── Extracted material

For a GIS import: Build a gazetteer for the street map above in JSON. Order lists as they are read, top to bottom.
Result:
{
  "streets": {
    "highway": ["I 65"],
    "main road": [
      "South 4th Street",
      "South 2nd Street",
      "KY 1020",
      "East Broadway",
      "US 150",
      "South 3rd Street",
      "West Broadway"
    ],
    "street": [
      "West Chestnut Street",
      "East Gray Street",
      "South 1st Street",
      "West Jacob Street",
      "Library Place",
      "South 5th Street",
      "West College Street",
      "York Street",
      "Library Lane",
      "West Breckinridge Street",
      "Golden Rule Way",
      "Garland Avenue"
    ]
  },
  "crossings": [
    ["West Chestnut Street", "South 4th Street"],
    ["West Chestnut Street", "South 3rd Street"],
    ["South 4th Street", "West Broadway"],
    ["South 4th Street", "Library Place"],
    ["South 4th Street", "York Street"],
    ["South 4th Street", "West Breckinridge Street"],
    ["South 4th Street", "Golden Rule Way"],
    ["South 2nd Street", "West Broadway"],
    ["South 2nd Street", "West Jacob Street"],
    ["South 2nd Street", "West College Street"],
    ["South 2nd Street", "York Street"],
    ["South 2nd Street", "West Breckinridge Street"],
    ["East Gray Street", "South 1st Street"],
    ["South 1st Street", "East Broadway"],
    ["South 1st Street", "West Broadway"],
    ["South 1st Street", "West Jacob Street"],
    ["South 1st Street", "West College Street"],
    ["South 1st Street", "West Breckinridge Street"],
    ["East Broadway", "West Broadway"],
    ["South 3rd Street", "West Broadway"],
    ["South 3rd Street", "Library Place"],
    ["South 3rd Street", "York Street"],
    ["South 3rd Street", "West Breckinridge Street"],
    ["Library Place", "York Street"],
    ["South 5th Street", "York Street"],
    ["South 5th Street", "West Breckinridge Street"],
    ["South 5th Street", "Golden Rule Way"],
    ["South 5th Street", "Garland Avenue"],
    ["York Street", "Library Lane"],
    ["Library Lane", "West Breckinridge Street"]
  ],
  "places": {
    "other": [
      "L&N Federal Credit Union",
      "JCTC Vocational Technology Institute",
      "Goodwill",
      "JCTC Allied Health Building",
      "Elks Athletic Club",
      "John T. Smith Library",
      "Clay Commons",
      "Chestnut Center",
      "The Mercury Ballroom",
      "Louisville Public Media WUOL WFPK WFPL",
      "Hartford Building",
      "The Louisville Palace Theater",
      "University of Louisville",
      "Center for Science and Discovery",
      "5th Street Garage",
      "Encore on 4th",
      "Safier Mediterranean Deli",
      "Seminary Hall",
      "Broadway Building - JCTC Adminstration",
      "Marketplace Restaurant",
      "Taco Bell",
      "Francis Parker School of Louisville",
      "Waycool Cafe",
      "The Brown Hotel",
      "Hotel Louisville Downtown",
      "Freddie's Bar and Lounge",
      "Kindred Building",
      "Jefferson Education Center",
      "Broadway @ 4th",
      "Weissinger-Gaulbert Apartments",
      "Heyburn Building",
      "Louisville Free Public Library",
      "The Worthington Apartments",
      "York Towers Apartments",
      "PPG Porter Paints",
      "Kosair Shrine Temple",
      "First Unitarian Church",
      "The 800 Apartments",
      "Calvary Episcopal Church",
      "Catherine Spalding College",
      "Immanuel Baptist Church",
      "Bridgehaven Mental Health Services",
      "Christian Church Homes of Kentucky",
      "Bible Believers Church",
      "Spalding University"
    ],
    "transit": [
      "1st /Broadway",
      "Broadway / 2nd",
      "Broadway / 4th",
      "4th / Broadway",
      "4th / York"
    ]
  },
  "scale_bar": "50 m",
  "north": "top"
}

────

### Problem details:
In the entries above, find each line with the string "East" and copy it.

### Answer to this task:
      "East Broadway",
      "East Gray Street",
    ["East Gray Street", "South 1st Street"],
    ["South 1st Street", "East Broadway"],
    ["East Broadway", "West Broadway"],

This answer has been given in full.